[09:45:28] <kormat>	 oh nice. nrpe::monitor_systemd_unit_state accepts a `contact_group` param... and then completely ignores it
[09:52:47] <dcaro>	 it's just to make you feel better :)
[09:53:55] <kormat>	 it didn't _quite_ manage that ;)
[10:09:45] <dcaro>	 pcc (puppet catalog compiler) does it work on stacked patches?
[10:09:50] <dcaro>	 ^ anyone knows?
[10:23:34] <_joe_>	 yes
[10:23:46] <_joe_>	 it does git checkout of the whole patch tree
[10:24:20] <_joe_>	 which also means you should always rebase your patch tree on top of master before running the compiler
[10:24:34] <_joe_>	 I mean rebase and update, ofc
[10:38:02] <dcaro>	 ack thanks
[11:50:05] <Amir1>	 apergos: thanks for merging the patch <3
[11:50:19] <apergos>	 thanks for making it!
[12:37:53] <kormat>	 _joe_: how does the puppet style guide feel about roles including other roles?
[12:40:25] <_joe_>	 kormat: generally frowned upon, but IIRC is allowed
[12:41:27] <kormat>	 _joe_: how about roles that include a single profile, which then includes a bunch of other profiles?
[12:42:41] <_joe_>	 kormat: view it like this: a profile should provide some functionality, and you should be able to compose multiple profiles into what goes onto a series of servers as a role
[12:43:23] <kormat>	 i'm thinking of >1 role that only include (the same) single profile
[12:44:09] <_joe_>	 that might work in some cases, think of the appservers
[12:44:23] <_joe_>	 we have different roles for apis and appservers, but they include the same profiles
[12:44:55] <kormat>	 ok cool. i'll mention in the CR that you signed off on this. thanks!

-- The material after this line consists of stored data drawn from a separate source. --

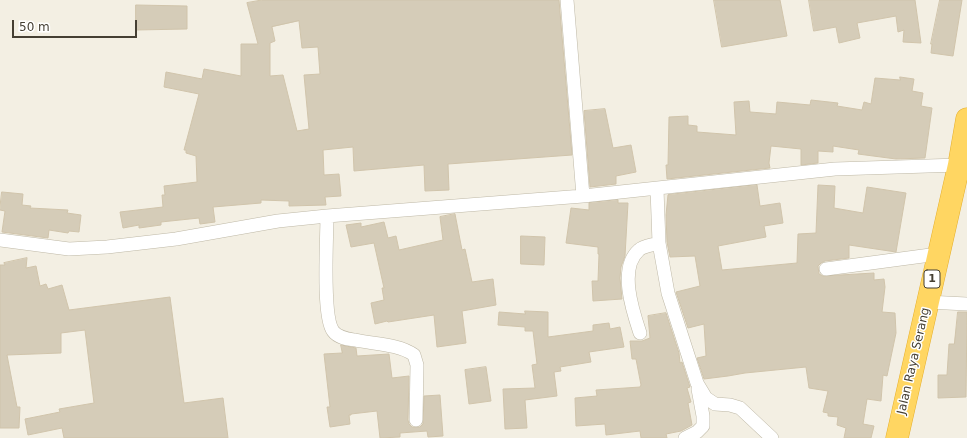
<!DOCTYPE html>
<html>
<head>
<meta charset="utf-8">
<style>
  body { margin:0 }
  #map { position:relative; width:967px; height:438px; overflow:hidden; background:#f3efe3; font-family:"DejaVu Sans",sans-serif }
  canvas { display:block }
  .scale { position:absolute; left:12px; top:20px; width:125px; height:18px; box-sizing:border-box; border:2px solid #453f33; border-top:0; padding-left:5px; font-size:12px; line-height:14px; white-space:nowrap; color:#453f33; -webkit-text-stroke:3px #fff; paint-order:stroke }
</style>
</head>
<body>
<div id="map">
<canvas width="967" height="438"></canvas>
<div class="scale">50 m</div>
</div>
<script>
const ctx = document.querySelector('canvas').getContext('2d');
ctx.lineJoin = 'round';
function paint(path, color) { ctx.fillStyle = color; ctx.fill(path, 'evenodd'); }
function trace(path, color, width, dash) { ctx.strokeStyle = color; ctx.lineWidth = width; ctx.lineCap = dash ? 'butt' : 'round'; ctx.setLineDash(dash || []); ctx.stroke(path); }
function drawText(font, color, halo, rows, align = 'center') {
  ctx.font = font + ' "DejaVu Sans",sans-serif'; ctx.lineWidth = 3; ctx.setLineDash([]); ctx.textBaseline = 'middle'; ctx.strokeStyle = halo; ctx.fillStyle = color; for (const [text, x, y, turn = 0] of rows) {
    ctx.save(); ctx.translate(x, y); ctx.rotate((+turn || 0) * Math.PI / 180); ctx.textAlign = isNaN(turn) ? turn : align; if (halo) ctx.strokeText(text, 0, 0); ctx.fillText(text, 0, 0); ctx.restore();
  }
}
const building = new Path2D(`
  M262 0H559L572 155 448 164 449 190 425 191 424 165 354 171 353 147 323 150 324 175 339 174 341 196 325 197 326 205 289 206V201L261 200V203L213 207 215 222 200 224 199 218 161 222V225L139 228V225L123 228 120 212 163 207 162 195H165L164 186 197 182 196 156 186 153V150H184L199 94 164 87 166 72 202 79 204 69 241 76V44H258L247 3ZM299 21 302 48 318 47 320 74 304 75 309 129 297 131 283 75 270 76V43L275 41 272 27Z
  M714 0H780L787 36 722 47Z
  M809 0H915L921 43 903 42 904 30 898 32 896 16 857 23 860 38 839 43 836 27 814 31Z
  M940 0H962L953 56 931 53 932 44H931Z
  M136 5 187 6V29L136 30Z
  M900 77 914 79 912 91 923 93 921 106 932 108 925 158 896 159 858 154 859 150 833 146V152L818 151V163L801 165V149L771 146 769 163 770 168 667 179 666 165H668L669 117 688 116V125L697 126V132L736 135 734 102 749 101 750 112 776 114 777 102 810 105 811 100 838 103 837 106 862 110 864 102 871 104 875 78 900 80Z
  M605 109 613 148 631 145 636 172 616 176V184L590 187 584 111Z
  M757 185 760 206 780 203 783 223 764 226 766 237 718 246 722 270 797 263 798 234 816 233 818 185 835 186 834 208 863 213 867 187 906 193 896 252 849 245V258L825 261 821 263 818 266 819 274 823 276 874 273V280L884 279 885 287 882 312 895 313 896 333 887 376 883 375 881 401 867 399 863 424 874 426 871 438H844L846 428 837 425 838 417 828 416V413L823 412 828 391 809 388 806 367 745 373 728 376 704 379 697 358 706 356 704 324 688 328 676 292 700 286 695 256 670 257 667 242 666 215 668 195Z
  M2 192 23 194 22 205 31 206 30 208 68 210 67 213 81 215 79 232 69 231 68 233 49 230 48 238 2 232 5 211 0 210Z
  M618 200V203H628L625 256 621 267 620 278 622 299 593 301 592 281H598L599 254H598V247L566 243 571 208 589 210V203Z
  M455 214 462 250 465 249 472 282 493 279 496 305 462 311 466 343 437 347 434 315 388 322 387 321 375 324 371 303 384 300 382 288H384L374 243 351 247 346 225 361 223V227L384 222 388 238 396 236 399 250 443 240 440 217Z
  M521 236 545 237 544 265 521 264Z
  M27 258 26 268 36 266 40 286 46 284 48 289 62 285 69 310 170 297 184 403 223 398 228 438H64L62 428 28 435 25 419 60 412 59 409 94 403 85 330 61 333V353L7 355 17 407H20L19 428H0V265H5L4 263Z
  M525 311 548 312V337L593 331V325L609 323 610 329 620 327 624 347 589 352 591 362 560 367 561 371 554 372 557 396 525 400 527 428 505 429 503 389 535 388 532 365 537 364 533 331H525V327L498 325 499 312 525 314Z
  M958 312H967L966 397 938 398V375H947L949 344H954Z
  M666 313 679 353 680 363 682 362 690 387 687 388 691 402 688 403 692 425 681 431 666 434 667 438H641L640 431 606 435 605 424 576 426 575 398 597 396 596 390 640 387 641 385 636 359H632L630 341H642L650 338 648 316Z
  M341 345 356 348 357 356 389 354 392 378 409 376 408 420 409 424 412 427H420L423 424 424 396 440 395 443 436 428 437 427 431 400 433V437L380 438 377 411 351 414V415H349L350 424 330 427 327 407H330L324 354 342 353Z
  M486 367 491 401 469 404 465 370Z`);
paint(building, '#d5ccb8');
trace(building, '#d0c4ab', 1);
const street = new Path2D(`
  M567 0 583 196
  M657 189 659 243 668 293 697 383 706 398 715 404 730 405 740 408 772 438
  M327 216C327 239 322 316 333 331 338 338 348 339 355 340 373 344 399 344 414 355L417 365 416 420
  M0 240 69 249 107 247 176 239 278 221 327 216 583 196 835 169 959 165
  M826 269 938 254
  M927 302 967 304
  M640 333C633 312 618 268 639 250 643 246 653 245 659 243
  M685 438 697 432 703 426V416L698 389`);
const highway = new Path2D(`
  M897 438 959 165 967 119`);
trace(street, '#beb8a6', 14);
trace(highway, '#e5ae2b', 23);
trace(street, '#fff', 13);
trace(highway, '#ffd662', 22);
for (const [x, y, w] of [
  [932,279,16]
]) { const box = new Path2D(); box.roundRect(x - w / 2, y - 9, w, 18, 3); ctx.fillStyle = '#fff'; ctx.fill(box); trace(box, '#453f33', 1); }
drawText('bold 11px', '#453f33', null, [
  ["1",932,279]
]);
drawText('12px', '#453f33', '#fff', [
  ["Jalan Raya Serang",914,361,-77]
]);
</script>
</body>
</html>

[12:45:32] <_joe_>	 *cough*
[12:46:14] <kormat>	 "It's not a Stevie puppet CR unless it causes a constitutional puppet-style crisis" (™)
[12:47:20] <_joe_>	 nah it's just you ask abstract questions that have as a general answer "it depends"
[12:47:54] <kormat>	 _joe_: https://phabricator.wikimedia.org/T285390 is the concrete situation
[12:48:43] <_joe_>	 kormat: yes, that's literally the same reason why we have different roles for apis and appservers
[12:49:03] <_joe_>	 they are configured differently, so it's easy to add automation/distinguish them in hiera
[12:52:09] <kormat>	 oh nice role::mariadb::core already includes role::mariadb::ferm.
[13:10:45] <dcaro>	 this is awesome! https://timerelengteam.toolforge.org/ is it a general thing?
[13:16:19] <dcaro>	 it does noot seem so xd
[13:17:46] <_joe_>	 dcaro: we got https://people.wikimedia.org/~cdanis/sremap/ (nda login required)
[13:18:03] <_joe_>	 but looks like it needs to be updated :P
[13:19:03] <_joe_>	 I think chris will do it eventually :)
[13:19:30] <dcaro>	 nice
[13:21:03] <dcaro>	 it misses the name<->nicks part though xd would be awesome to have filtering per-team or similar too
[13:21:43] <dcaro>	 even the skill matrix thingie could be added :)
[13:34:16] <vgutierrez>	 that's maybe out of scope for that tool :)
[13:36:33] <dcaro>	 yeah, I guess that it depends on what problem you are trying to solve xd
[13:41:17] <_joe_>	 imagine the skill matrix for all things SRE
[13:41:23] <_joe_>	 579 columns
[13:42:31] <dcaro>	 I'm happy aggregating whatever is already in the wikis and make it searchable
[14:21:55] <Krinkle>	 kormat: sobanski: https://user.fm/files/v2-3503bf04a68d937a51cc995e848f2b34/calendar-running.png
[14:22:10] <Krinkle>	 I like the image there, very hopeful
[14:22:18] <Krinkle>	 at least google didn't render a snail
[14:22:35] <kormat>	 a more realistic image would have the shoelaces of both shoes tied to the other
[14:22:35] <Krinkle>	 although the laces being untied is very... telling
[14:22:39] <Krinkle>	 yes!
[14:24:04] <sobanski>	 The s/paranoid/realistic side of me immediately thinks of "Gmail doing an image search for the meeting title in the background"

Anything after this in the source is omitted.